» **Material provided**
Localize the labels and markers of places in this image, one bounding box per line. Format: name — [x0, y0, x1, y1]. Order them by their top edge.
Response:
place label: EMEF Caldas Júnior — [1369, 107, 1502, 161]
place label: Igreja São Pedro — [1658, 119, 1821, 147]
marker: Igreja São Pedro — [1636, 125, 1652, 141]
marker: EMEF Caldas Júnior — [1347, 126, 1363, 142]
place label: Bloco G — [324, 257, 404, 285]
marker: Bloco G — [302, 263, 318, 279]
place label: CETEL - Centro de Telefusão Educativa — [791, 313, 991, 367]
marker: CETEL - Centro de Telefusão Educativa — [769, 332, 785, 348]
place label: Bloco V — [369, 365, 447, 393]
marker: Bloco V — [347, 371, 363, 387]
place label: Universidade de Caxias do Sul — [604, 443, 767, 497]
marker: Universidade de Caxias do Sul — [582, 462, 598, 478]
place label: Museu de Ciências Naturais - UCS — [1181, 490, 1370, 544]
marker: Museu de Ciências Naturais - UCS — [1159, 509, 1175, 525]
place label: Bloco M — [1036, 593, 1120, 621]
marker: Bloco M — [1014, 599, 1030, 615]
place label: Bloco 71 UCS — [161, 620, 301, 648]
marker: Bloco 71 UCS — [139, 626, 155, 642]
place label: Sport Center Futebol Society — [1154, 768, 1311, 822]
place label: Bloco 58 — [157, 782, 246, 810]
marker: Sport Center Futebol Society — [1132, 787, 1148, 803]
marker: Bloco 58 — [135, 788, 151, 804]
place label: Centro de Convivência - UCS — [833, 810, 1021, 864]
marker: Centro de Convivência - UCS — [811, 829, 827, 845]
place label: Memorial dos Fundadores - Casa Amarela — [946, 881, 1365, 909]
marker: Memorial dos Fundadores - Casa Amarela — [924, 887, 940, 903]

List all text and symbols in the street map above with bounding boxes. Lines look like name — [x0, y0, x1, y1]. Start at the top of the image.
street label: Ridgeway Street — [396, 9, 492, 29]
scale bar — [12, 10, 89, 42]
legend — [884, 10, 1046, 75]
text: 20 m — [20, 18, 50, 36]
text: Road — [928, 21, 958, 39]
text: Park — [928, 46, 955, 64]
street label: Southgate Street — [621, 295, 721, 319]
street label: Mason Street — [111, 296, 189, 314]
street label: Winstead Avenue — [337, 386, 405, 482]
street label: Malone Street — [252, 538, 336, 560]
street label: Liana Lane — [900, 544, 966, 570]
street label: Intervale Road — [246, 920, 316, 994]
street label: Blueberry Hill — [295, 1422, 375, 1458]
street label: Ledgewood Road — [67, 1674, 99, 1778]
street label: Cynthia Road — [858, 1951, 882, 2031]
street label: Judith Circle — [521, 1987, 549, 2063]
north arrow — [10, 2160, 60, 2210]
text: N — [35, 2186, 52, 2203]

» **Problem to work on**
Each record must be returned exactly as it is written.

» **Exercise output**
Localize the labels and markers of places in this image, one bounding box per line. Format: name — [x0, y0, x1, y1]. Order them by their top edge.
Response:
place label: EMEF Caldas Júnior — [1369, 107, 1502, 161]
place label: Igreja São Pedro — [1658, 119, 1821, 147]
marker: Igreja São Pedro — [1636, 125, 1652, 141]
marker: EMEF Caldas Júnior — [1347, 126, 1363, 142]
place label: Bloco G — [324, 257, 404, 285]
marker: Bloco G — [302, 263, 318, 279]
place label: CETEL - Centro de Telefusão Educativa — [791, 313, 991, 367]
marker: CETEL - Centro de Telefusão Educativa — [769, 332, 785, 348]
place label: Bloco V — [369, 365, 447, 393]
marker: Bloco V — [347, 371, 363, 387]
place label: Universidade de Caxias do Sul — [604, 443, 767, 497]
marker: Universidade de Caxias do Sul — [582, 462, 598, 478]
place label: Museu de Ciências Naturais - UCS — [1181, 490, 1370, 544]
marker: Museu de Ciências Naturais - UCS — [1159, 509, 1175, 525]
place label: Bloco M — [1036, 593, 1120, 621]
marker: Bloco M — [1014, 599, 1030, 615]
place label: Bloco 71 UCS — [161, 620, 301, 648]
marker: Bloco 71 UCS — [139, 626, 155, 642]
place label: Sport Center Futebol Society — [1154, 768, 1311, 822]
place label: Bloco 58 — [157, 782, 246, 810]
marker: Sport Center Futebol Society — [1132, 787, 1148, 803]
marker: Bloco 58 — [135, 788, 151, 804]
place label: Centro de Convivência - UCS — [833, 810, 1021, 864]
marker: Centro de Convivência - UCS — [811, 829, 827, 845]
place label: Memorial dos Fundadores - Casa Amarela — [946, 881, 1365, 909]
marker: Memorial dos Fundadores - Casa Amarela — [924, 887, 940, 903]

List all text and symbols in the street map above with bounding boxes. Lines look like name — [x0, y0, x1, y1]. Start at the top of the image.
street label: Ridgeway Street — [396, 9, 492, 29]
scale bar — [12, 10, 89, 42]
legend — [884, 10, 1046, 75]
text: 20 m — [20, 18, 50, 36]
text: Road — [928, 21, 958, 39]
text: Park — [928, 46, 955, 64]
street label: Southgate Street — [621, 295, 721, 319]
street label: Mason Street — [111, 296, 189, 314]
street label: Winstead Avenue — [337, 386, 405, 482]
street label: Malone Street — [252, 538, 336, 560]
street label: Liana Lane — [900, 544, 966, 570]
street label: Intervale Road — [246, 920, 316, 994]
street label: Blueberry Hill — [295, 1422, 375, 1458]
street label: Ledgewood Road — [67, 1674, 99, 1778]
street label: Cynthia Road — [858, 1951, 882, 2031]
street label: Judith Circle — [521, 1987, 549, 2063]
north arrow — [10, 2160, 60, 2210]
text: N — [35, 2186, 52, 2203]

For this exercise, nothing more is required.